**DATA BELOW**
▼

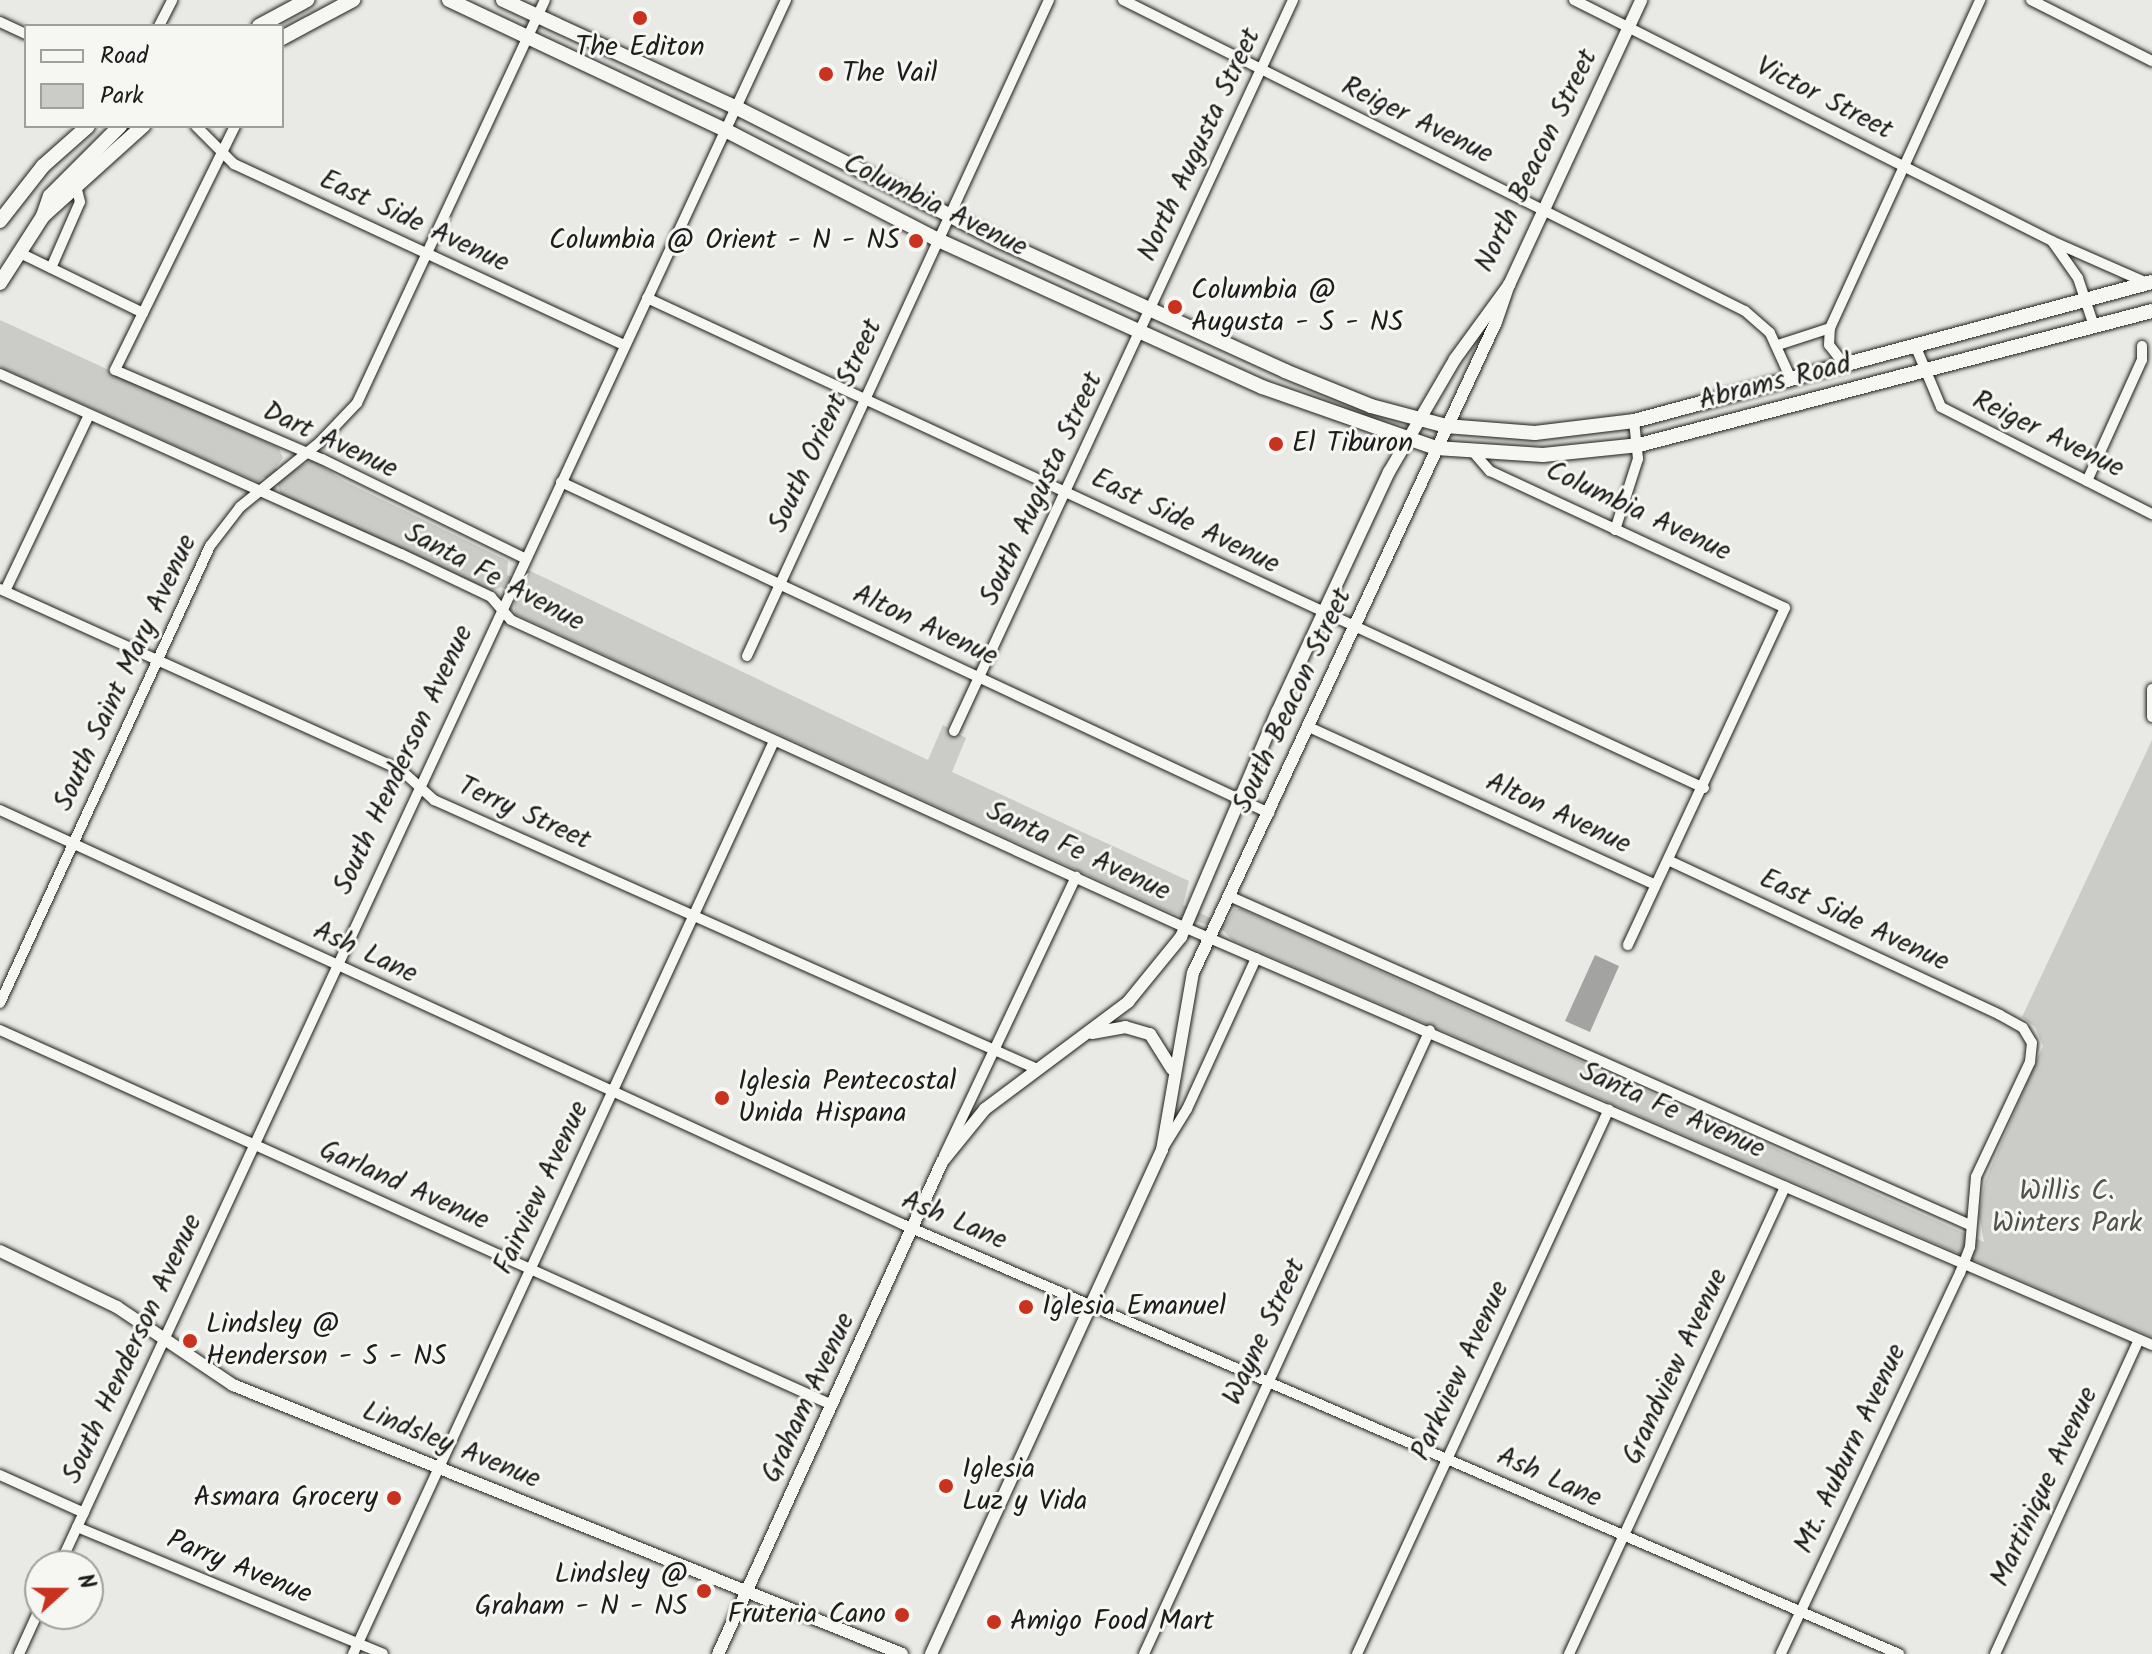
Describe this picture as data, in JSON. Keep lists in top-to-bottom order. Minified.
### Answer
{"streets":{"main road":["Columbia Avenue","Abrams Road"],"street":["Victor Street","Reiger Avenue","North Augusta Street","North Beacon Street","East Side Avenue","South Orient Street","Dart Avenue","South Augusta Street","Santa Fe Avenue","Alton Avenue","South Saint Mary Avenue","South Beacon Street","South Henderson Avenue","Terry Street","Ash Lane","Garland Avenue","Fairview Avenue","Wayne Street","Grandview Avenue","Parkview Avenue","Graham Avenue","Lindsley Avenue","Mt. Auburn Avenue","Martinique Avenue","Parry Avenue"]},"crossings":[["Victor Street","North Beacon Street"],["Victor Street","Abrams Road"],["Reiger Avenue","North Augusta Street"],["Reiger Avenue","North Beacon Street"],["Reiger Avenue","Abrams Road"],["North Augusta Street","Columbia Avenue"],["North Augusta Street","South Augusta Street"],["North Beacon Street","Columbia Avenue"],["North Beacon Street","Abrams Road"],["North Beacon Street","South Beacon Street"],["Columbia Avenue","East Side Avenue"],["Columbia Avenue","Abrams Road"],["Columbia Avenue","South Orient Street"],["Columbia Avenue","South Augusta Street"],["Columbia Avenue","South Saint Mary Avenue"],["Columbia Avenue","South Beacon Street"],["Columbia Avenue","South Henderson Avenue"],["East Side Avenue","South Orient Street"],["East Side Avenue","South Augusta Street"],["East Side Avenue","South Saint Mary Avenue"],["East Side Avenue","South Beacon Street"],["East Side Avenue","South Henderson Avenue"],["East Side Avenue","Mt. Auburn Avenue"],["Abrams Road","South Beacon Street"],["South Orient Street","Alton Avenue"],["Dart Avenue","South Saint Mary Avenue"],["Dart Avenue","South Henderson Avenue"],["South Augusta Street","Alton Avenue"],["Santa Fe Avenue","South Saint Mary Avenue"],["Santa Fe Avenue","South Beacon Street"],["Santa Fe Avenue","South Henderson Avenue"],["Santa Fe Avenue","Fairview Avenue"],["Santa Fe Avenue","Wayne Street"],["Santa Fe Avenue","Grandview Avenue"],["Santa Fe Avenue","Parkview Avenue"],["Santa Fe Avenue","Graham Avenue"],["Santa Fe Avenue","Mt. Auburn Avenue"],["Santa Fe Avenue","Martinique Avenue"],["Alton Avenue","South Beacon Street"],["Alton Avenue","South Henderson Avenue"],["South Saint Mary Avenue","Terry Street"],["South Saint Mary Avenue","Ash Lane"],["South Beacon Street","Ash Lane"],["South Beacon Street","Graham Avenue"],["South Henderson Avenue","Terry Street"],["South Henderson Avenue","Ash Lane"],["South Henderson Avenue","Garland Avenue"],["South Henderson Avenue","Lindsley Avenue"],["South Henderson Avenue","Parry Avenue"],["Terry Street","Fairview Avenue"],["Terry Street","Graham Avenue"],["Ash Lane","Fairview Avenue"],["Ash Lane","Wayne Street"],["Ash Lane","Grandview Avenue"],["Ash Lane","Parkview Avenue"],["Ash Lane","Graham Avenue"],["Ash Lane","Mt. Auburn Avenue"],["Garland Avenue","Fairview Avenue"],["Garland Avenue","Graham Avenue"],["Fairview Avenue","Lindsley Avenue"],["Fairview Avenue","Parry Avenue"],["Graham Avenue","Lindsley Avenue"]],"parks":["Willis C. Winters Park"],"places":["The Editon","The Vail","Columbia @ Orient - N - NS","Columbia @ Augusta - S - NS","El Tiburon","Iglesia Pentecostal Unida Hispana","Iglesia Emanuel","Lindsley @ Henderson - S - NS","Iglesia Luz y Vida","Asmara Grocery","Lindsley @ Graham - N - NS","Fruteria Cano","Amigo Food Mart"],"legend":["Road","Park"],"north":"right"}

▲

**WHAT IS BEING ASKED**
Go through the listing above and retype it exactly, skipping every picture.

**EXERCISE ANSWER**
Describe this picture as data, in JSON. Keep lists in top-to-bottom order. Minified.
### Answer
{"streets":{"main road":["Columbia Avenue","Abrams Road"],"street":["Victor Street","Reiger Avenue","North Augusta Street","North Beacon Street","East Side Avenue","South Orient Street","Dart Avenue","South Augusta Street","Santa Fe Avenue","Alton Avenue","South Saint Mary Avenue","South Beacon Street","South Henderson Avenue","Terry Street","Ash Lane","Garland Avenue","Fairview Avenue","Wayne Street","Grandview Avenue","Parkview Avenue","Graham Avenue","Lindsley Avenue","Mt. Auburn Avenue","Martinique Avenue","Parry Avenue"]},"crossings":[["Victor Street","North Beacon Street"],["Victor Street","Abrams Road"],["Reiger Avenue","North Augusta Street"],["Reiger Avenue","North Beacon Street"],["Reiger Avenue","Abrams Road"],["North Augusta Street","Columbia Avenue"],["North Augusta Street","South Augusta Street"],["North Beacon Street","Columbia Avenue"],["North Beacon Street","Abrams Road"],["North Beacon Street","South Beacon Street"],["Columbia Avenue","East Side Avenue"],["Columbia Avenue","Abrams Road"],["Columbia Avenue","South Orient Street"],["Columbia Avenue","South Augusta Street"],["Columbia Avenue","South Saint Mary Avenue"],["Columbia Avenue","South Beacon Street"],["Columbia Avenue","South Henderson Avenue"],["East Side Avenue","South Orient Street"],["East Side Avenue","South Augusta Street"],["East Side Avenue","South Saint Mary Avenue"],["East Side Avenue","South Beacon Street"],["East Side Avenue","South Henderson Avenue"],["East Side Avenue","Mt. Auburn Avenue"],["Abrams Road","South Beacon Street"],["South Orient Street","Alton Avenue"],["Dart Avenue","South Saint Mary Avenue"],["Dart Avenue","South Henderson Avenue"],["South Augusta Street","Alton Avenue"],["Santa Fe Avenue","South Saint Mary Avenue"],["Santa Fe Avenue","South Beacon Street"],["Santa Fe Avenue","South Henderson Avenue"],["Santa Fe Avenue","Fairview Avenue"],["Santa Fe Avenue","Wayne Street"],["Santa Fe Avenue","Grandview Avenue"],["Santa Fe Avenue","Parkview Avenue"],["Santa Fe Avenue","Graham Avenue"],["Santa Fe Avenue","Mt. Auburn Avenue"],["Santa Fe Avenue","Martinique Avenue"],["Alton Avenue","South Beacon Street"],["Alton Avenue","South Henderson Avenue"],["South Saint Mary Avenue","Terry Street"],["South Saint Mary Avenue","Ash Lane"],["South Beacon Street","Ash Lane"],["South Beacon Street","Graham Avenue"],["South Henderson Avenue","Terry Street"],["South Henderson Avenue","Ash Lane"],["South Henderson Avenue","Garland Avenue"],["South Henderson Avenue","Lindsley Avenue"],["South Henderson Avenue","Parry Avenue"],["Terry Street","Fairview Avenue"],["Terry Street","Graham Avenue"],["Ash Lane","Fairview Avenue"],["Ash Lane","Wayne Street"],["Ash Lane","Grandview Avenue"],["Ash Lane","Parkview Avenue"],["Ash Lane","Graham Avenue"],["Ash Lane","Mt. Auburn Avenue"],["Garland Avenue","Fairview Avenue"],["Garland Avenue","Graham Avenue"],["Fairview Avenue","Lindsley Avenue"],["Fairview Avenue","Parry Avenue"],["Graham Avenue","Lindsley Avenue"]],"parks":["Willis C. Winters Park"],"places":["The Editon","The Vail","Columbia @ Orient - N - NS","Columbia @ Augusta - S - NS","El Tiburon","Iglesia Pentecostal Unida Hispana","Iglesia Emanuel","Lindsley @ Henderson - S - NS","Iglesia Luz y Vida","Asmara Grocery","Lindsley @ Graham - N - NS","Fruteria Cano","Amigo Food Mart"],"legend":["Road","Park"],"north":"right"}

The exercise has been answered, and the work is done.